I'm currently working on some practice exercises in preparation for an exam in a probability theory class and the section on dominated convergence is giving me some trouble. Below are three exercises. I feel like I have the first one right, but then the next two have been driving me crazy. Any help would be much appreciated.
1.) $lim_{n\to\infty} \int_0^1 \frac{1}{\sqrt{t}}e^{-t/n} dt$
Answer: Here, since t is bounded by [0,1], as n goes to infinity, $e^{-t/n}$ converges to 1 (i.e. $e^o$). Thus, we can find dominance in:
$\frac{1}{\sqrt{t}}e^{-t/n} \le \frac{1}{\sqrt{t}}(1)$, or just simply $\frac{1}{\sqrt{t}}$, which is integrable. Thus,
$lim_{n\to\infty} \int_0^1 \frac{1}{\sqrt{t}}e^{-t/n} dt$ = $\int_0^1 lim_{n\to\infty} \frac{1}{\sqrt{t}}e^{-t/n} dt$ = $\int_0^1 \frac{1}{\sqrt{t}}$ = 2
Correct?
2.) $lim_{n\to\infty} \int_0^\infty \frac{r^n}{1+r^{n+2}} dr$
Answer:
Here, finding the dominated integrable function is what I'm getting caught on. It seems easy to say first that clearly $\frac{r^n}{1+r^{n+2}} \le \frac{r^n}{r^{n+2}}$
And we can simplify the right side to $\frac{1}{r^2}$, which is not integrable on our interval..
3.) $lim_{n\to\infty} \int_0^\infty \frac{\sqrt[n]x}{1+x^2} dx$
Answer: Basically the same problem here. First instinct is to say $\frac{\sqrt[n]x}{1+x^2} \le \frac{\sqrt[n]x}{x^2}$
As n goes to infinity, the nth root of any x will converge to 1, so that we can again simplify the right side of the inequality as $\frac{1}{x^2}$, which same as before is not integrable on our interval..

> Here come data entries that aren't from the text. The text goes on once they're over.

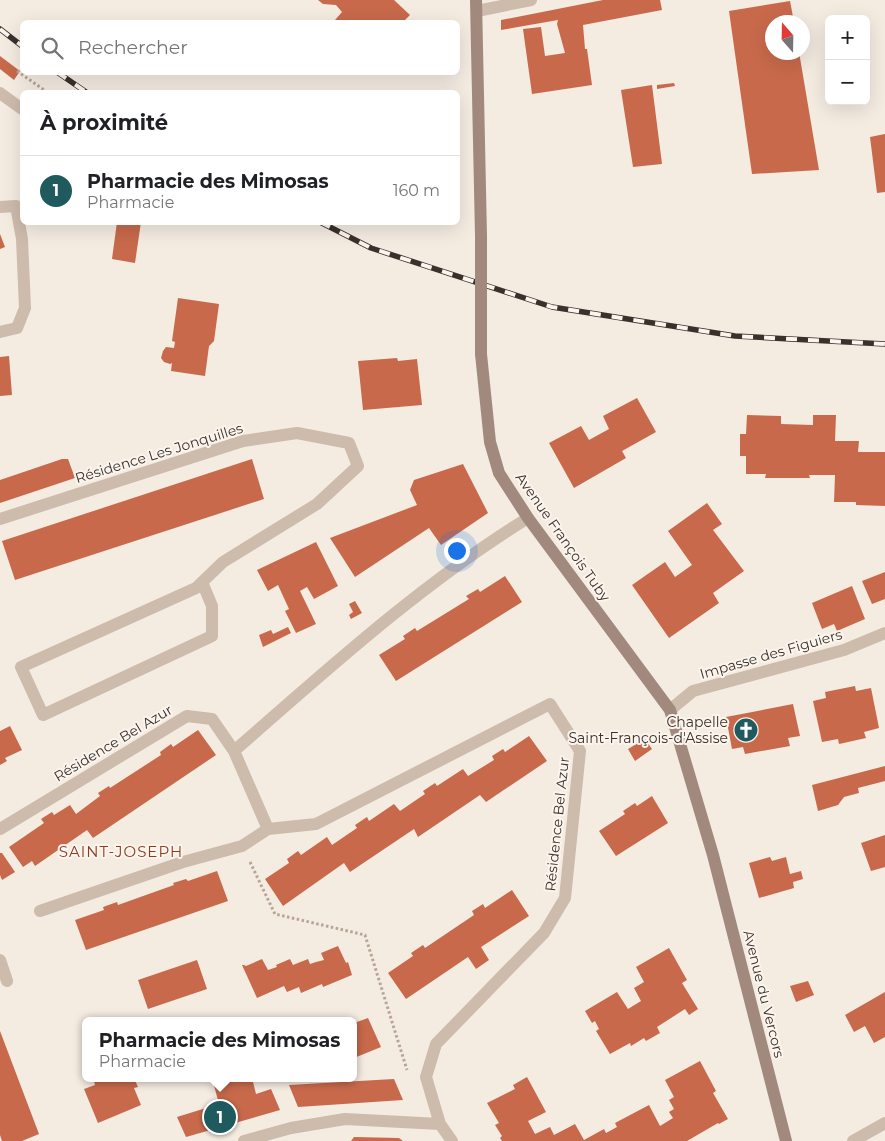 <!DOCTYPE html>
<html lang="fr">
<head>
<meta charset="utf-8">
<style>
  body { margin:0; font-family:Montserrat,sans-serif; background:#f2f2f2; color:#202124 }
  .controls { position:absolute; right:15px; top:15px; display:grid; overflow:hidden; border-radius:8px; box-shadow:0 5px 20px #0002 }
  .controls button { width:45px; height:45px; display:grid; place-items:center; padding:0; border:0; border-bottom:1px solid #e0e0e0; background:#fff; color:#202124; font:25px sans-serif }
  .compass { position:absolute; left:765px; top:15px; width:45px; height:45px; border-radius:50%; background:#fff; box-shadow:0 5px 20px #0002; rotate:340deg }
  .you { position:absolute; left:456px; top:550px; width:18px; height:18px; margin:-12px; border:4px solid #fff; border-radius:50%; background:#1a73e8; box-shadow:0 0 0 8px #1a73e833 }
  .badge { display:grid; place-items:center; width:32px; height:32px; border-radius:50%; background:#1f5a5e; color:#fff; font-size:16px; font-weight:700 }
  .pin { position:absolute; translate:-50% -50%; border:2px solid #fff; box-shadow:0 1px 5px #0006 }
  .popup { position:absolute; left:82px; top:1017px; width:275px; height:65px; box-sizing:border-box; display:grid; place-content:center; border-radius:8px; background:#fff; filter:drop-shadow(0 1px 4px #0005); font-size:16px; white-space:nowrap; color:#757577 }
  .popup b { font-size:19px; color:#202124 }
  .popup::after { content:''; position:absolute; left:50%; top:100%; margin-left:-10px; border:10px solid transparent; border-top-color:#fff }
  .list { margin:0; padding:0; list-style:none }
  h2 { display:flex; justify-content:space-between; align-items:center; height:65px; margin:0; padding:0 20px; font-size:21px }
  h2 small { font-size:16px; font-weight:400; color:#757577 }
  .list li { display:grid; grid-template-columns:32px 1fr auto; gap:15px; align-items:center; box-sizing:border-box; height:70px; padding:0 20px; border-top:1px solid #e0e0e0 }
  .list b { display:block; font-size:19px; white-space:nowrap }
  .list p { margin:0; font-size:16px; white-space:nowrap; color:#757577 }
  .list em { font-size:16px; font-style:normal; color:#757577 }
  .icon { flex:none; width:28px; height:28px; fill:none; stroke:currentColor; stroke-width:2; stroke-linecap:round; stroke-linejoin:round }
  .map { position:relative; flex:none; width:885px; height:1141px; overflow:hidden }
  .search { position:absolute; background:#fff; box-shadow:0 5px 20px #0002; left:20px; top:20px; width:440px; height:55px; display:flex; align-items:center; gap:12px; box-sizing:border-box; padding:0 18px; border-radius:8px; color:#757577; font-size:19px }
  .panel { position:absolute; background:#fff; box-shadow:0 5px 20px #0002; left:20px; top:90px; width:440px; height:135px; border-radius:8px }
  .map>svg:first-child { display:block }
  .building { fill:#c8694b }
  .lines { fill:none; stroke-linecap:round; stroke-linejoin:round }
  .path { stroke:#b9a596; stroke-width:3; stroke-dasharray:2.5 2.5; stroke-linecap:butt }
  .lane { stroke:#cdbbac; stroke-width:12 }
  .street { stroke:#cdbbac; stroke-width:12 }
  .secondary { stroke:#a18a7d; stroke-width:12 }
  .rail-casing { stroke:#3b302b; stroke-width:5.5 }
  .rail { stroke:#fbf5ee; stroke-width:4; stroke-dasharray:11; stroke-linecap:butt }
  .secondary-bridge { stroke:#a18a7d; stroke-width:12 }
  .labels { text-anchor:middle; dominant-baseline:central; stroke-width:4; stroke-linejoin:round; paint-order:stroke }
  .street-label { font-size:14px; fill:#3b302b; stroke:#fbf5ee }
  .poi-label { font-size:14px; fill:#3b302b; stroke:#fbf5ee; text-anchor:end }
  .neighbourhood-label { font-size:15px; letter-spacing:1px; fill:#8c3b22; stroke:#fbf5ee }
</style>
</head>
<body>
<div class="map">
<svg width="885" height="1141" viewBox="0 0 885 1141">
  <rect width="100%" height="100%" fill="#f4ebe1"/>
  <!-- building -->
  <path class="building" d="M318,0H394L410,15L403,22H338L335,20L342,12L336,5L323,4Z
    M603,0H660L662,10L583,25L585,49H587L592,85L532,94L523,29L541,27L545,56L565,53L557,24L558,20L501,30V20Z
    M790,1L794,22H772V52H799L819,170L752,174L729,11Z
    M0,56L20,71L14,80L0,69Z
    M674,83L675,86L657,89V85Z
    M652,85L662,164L633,167L621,90Z
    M885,134V192L877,193L870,137Z
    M117,222H141L135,263L112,259Z
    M0,234L5,247L0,249Z
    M178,298L219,304L214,341L209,346L205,376L171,371L172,363L170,364L164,362L161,358L163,351L166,347L174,348L175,342L172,341Z
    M9,356L12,395L0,396V357Z
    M397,358L398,361L417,359L422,405L363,410L358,361Z
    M637,398L656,432L622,451L626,458L574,488L549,443L581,426L589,440L609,429L603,416Z
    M747,415L781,416V424L813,425V415H836L835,441H859L858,452H885V506L856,505V502H834L835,475H809L810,478H765L766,474H746V456H740V434H746Z
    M62,459H68L75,478L0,503V480Z
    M252,459L264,499L15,580L2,541Z
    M463,464L488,513L441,545L429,528L355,577L330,538L417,505L410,490L414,480Z
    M707,503L722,524L713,530L744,571L713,593L719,603L669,638L632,585L665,562L675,577L692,565L668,531Z
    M316,542L338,586L314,599L307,587L300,591L316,624L296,633L285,611L289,609L278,585L268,591L257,570Z
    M885,572V599L872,604L862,581Z
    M505,576L522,602L396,681L379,655L405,639L403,636L415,628L417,631L469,599L466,596L478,589L480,592Z
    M852,586L865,619L837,631L834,624L822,629L812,603Z
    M355,601L362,613L351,619L349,615L353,612L349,604Z
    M288,627L291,633L263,647L259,635L271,630L273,634Z
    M855,686L856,691L871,688L879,728L864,732L866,738L839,744L838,739L822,742L813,701L826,698L825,692Z
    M793,704L800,736L788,738L790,746L745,754L743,747L732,749L726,717Z
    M10,726L22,750L5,758L7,761L0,765V731Z
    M198,730L216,755L93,838L87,830L35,866L32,861L23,867L9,847L44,823L41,819L52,812L54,815L70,805L76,814L100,796L98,793L109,786L110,788L161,755L160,752L171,744L173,747Z
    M529,736L547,761L486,802L480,795L418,837L414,829L350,872L344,863L283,906L265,879L289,863L287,859L298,851L301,855L327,837L332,845L357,828L355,825L367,817L369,821L394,804L400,811L425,794L423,791L435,783L437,786L463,769L468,776L494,760L492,756L503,749L505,752Z
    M645,739L652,749L635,761L628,749Z
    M885,766V781L858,788L859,793L844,797L838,805L818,811L812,785Z
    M652,796L668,823L616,856L599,831L625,814L623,811L635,803L637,806Z
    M885,835V867L871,871L861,843Z
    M0,853H2L15,872L2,880L0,875Z
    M770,857L772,861L786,857L790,874L801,871L803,879L793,882L794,888L759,898L749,863Z
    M217,871L228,901L86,950L75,920L104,910L103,907L117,902L118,905L174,885L173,883L186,879L188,881Z
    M512,890L529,916L481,947L489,960L476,969L468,957L406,999L388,973L413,956L411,953L423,945L425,948L474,915L472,911L483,904L485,908Z
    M338,946L346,963L348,962L352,975L323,987L322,984L301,993L299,987L287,992L284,986L257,998L242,965H244L246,966L262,959L268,970L277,967L276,965L290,959L293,965L308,959L310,964L316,962L324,960L321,953Z
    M669,948L687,980L682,983L698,1009L689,1015L685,1009L657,1027L660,1033L646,1041L644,1038L631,1046L630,1043L610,1054L596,1031L599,1029L595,1021L592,1023L585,1011L617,992L628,1009L641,1001L634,988L644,982L636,967Z
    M197,960L207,989L148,1009L138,980Z
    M808,981L814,995L796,1002L790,986Z
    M885,992V1037L874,1043L865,1026L854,1032L845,1015Z
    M368,1018L381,1047L354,1058V1023Z
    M0,1031L39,1134L22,1141H2L0,1135Z
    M700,1061L716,1091L713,1093L728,1119L719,1124L718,1123L687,1141H502L500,1138L502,1136L495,1125L499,1123L487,1103L515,1089L513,1085L527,1077L546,1112L528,1121L535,1134L550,1127L554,1135L575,1124L584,1140L604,1129L606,1133L617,1127L615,1123L649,1105L660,1126L673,1118L669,1112L674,1109L669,1100L674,1097L665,1080Z
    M93,1078H134L138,1087L134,1088L141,1105L98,1123L84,1089L95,1085Z
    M212,1078H252L256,1094L271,1089L280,1110L186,1137L177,1117L219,1104Z
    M394,1079L403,1100L298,1107L289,1085Z
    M354,1137L399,1138L403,1141H351Z"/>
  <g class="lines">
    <!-- path -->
    <path class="path" d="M17,71L47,92
      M250,862L275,914L365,935L407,1070"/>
    <!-- lane -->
    <path class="lane" d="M0,207L16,206L22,239L25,308L17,328L0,332"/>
    <!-- street -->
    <path class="street" d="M477,11L531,0
      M0,93L22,109
      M0,519L243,441L297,433L349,443L358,466L317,504L223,562L196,588L21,667L43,715L212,636V606L202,582
      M670,710L693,691L844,650L885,633
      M0,829L187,716L212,719L234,751
      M40,911L183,862L242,846L268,829
      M0,960L7,981
      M244,1141L291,1128L345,1119L440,1124
      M452,1141L440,1124L426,1077L436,1044L544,933L565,898L580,751L550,704L316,824L268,829L234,751C328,669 421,584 528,518
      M853,1141L885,1123"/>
    <!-- secondary -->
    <path class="secondary" d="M476,0L481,236
      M481,354L490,442L499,473L528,518L670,710L713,855L786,1141"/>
    <defs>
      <path id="rail" d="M0,29L22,46
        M57,72L86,92
        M320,222L371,248L552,307L735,336L885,344"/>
    </defs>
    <!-- rail casing -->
    <use href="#rail" class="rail-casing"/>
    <!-- rail -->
    <use href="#rail" class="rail"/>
    <!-- secondary-bridge -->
    <path class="secondary-bridge" d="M481,354V236"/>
  </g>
  <!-- icons -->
  <defs>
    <symbol id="church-disc" viewBox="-11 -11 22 22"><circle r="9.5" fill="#1f5a5e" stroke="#fbf5ee"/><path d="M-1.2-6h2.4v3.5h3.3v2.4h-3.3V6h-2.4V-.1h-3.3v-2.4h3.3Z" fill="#fff"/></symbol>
  </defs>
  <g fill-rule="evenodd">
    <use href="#church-disc" x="732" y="716" width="28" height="28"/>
  </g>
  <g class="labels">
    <!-- street labels -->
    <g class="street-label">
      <text transform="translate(159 453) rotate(-17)">Résidence Les Jonquilles</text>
      <text transform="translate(563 537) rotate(55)">Avenue François Tuby</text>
      <text transform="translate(771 654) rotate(-16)">Impasse des Figuiers</text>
      <text transform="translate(113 743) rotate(-31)">Résidence Bel Azur</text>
      <text transform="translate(557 824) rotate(-84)">Résidence Bel Azur</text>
      <text transform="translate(764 994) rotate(76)">Avenue du Vercors</text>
    </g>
    <!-- poi labels -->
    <g class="poi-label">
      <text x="728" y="722">Chapelle<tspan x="728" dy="16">Saint-François-d'Assise</tspan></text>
    </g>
    <!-- neighbourhood labels -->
    <g class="neighbourhood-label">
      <text x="121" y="851">SAINT-JOSEPH</text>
    </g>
  </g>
</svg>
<div class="controls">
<button>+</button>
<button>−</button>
</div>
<svg class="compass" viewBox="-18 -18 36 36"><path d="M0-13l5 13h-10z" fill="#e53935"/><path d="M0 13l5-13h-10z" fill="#757577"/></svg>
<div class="you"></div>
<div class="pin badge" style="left:220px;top:1117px">1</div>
<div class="popup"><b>Pharmacie des Mimosas</b>Pharmacie</div>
<div class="search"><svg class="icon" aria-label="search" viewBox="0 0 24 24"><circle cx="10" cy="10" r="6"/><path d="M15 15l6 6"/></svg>Rechercher</div>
<section class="panel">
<h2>À proximité<small></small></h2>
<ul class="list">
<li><span class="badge">1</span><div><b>Pharmacie des Mimosas</b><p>Pharmacie</p></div><em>160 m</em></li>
</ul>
</section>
</div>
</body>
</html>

Again, any guidance would be much appreciated.
The first one is correct. For the others, we can decompose the integral to $\int_0^1+ \int_1^{\infty}$, and for each integrand find a dominating function. I will work out the second one (the third one is analogous).
$$\int_0^{\infty}f_n(r)dr = \int_0^1 f_n(r)dr + \int_1^{\infty} f_n(r)dr$$
On $[0,1]$, $f_n(r)\to 0$ almost everywhere (it converges to $0$ except at $r=1$) and:
$$0\le f_n(r)\le \frac1{1+r^2} \in L^1$$
So we get $\lim \int_0^1 f_n(r)dr = 0$.
On $[1,\infty)$, $f_n(r)\to \frac1{r^2}$, and:
$$0\le f_n(r)\le \frac{1}{r^2} \in L^1$$
So $\lim \int_1^{\infty}f_n(r)dr = \int_1^{\infty}\frac1{r^2}dr = 1$
Therefore $\lim \int_0^{\infty}f_n(r)dr = 0+1=1$.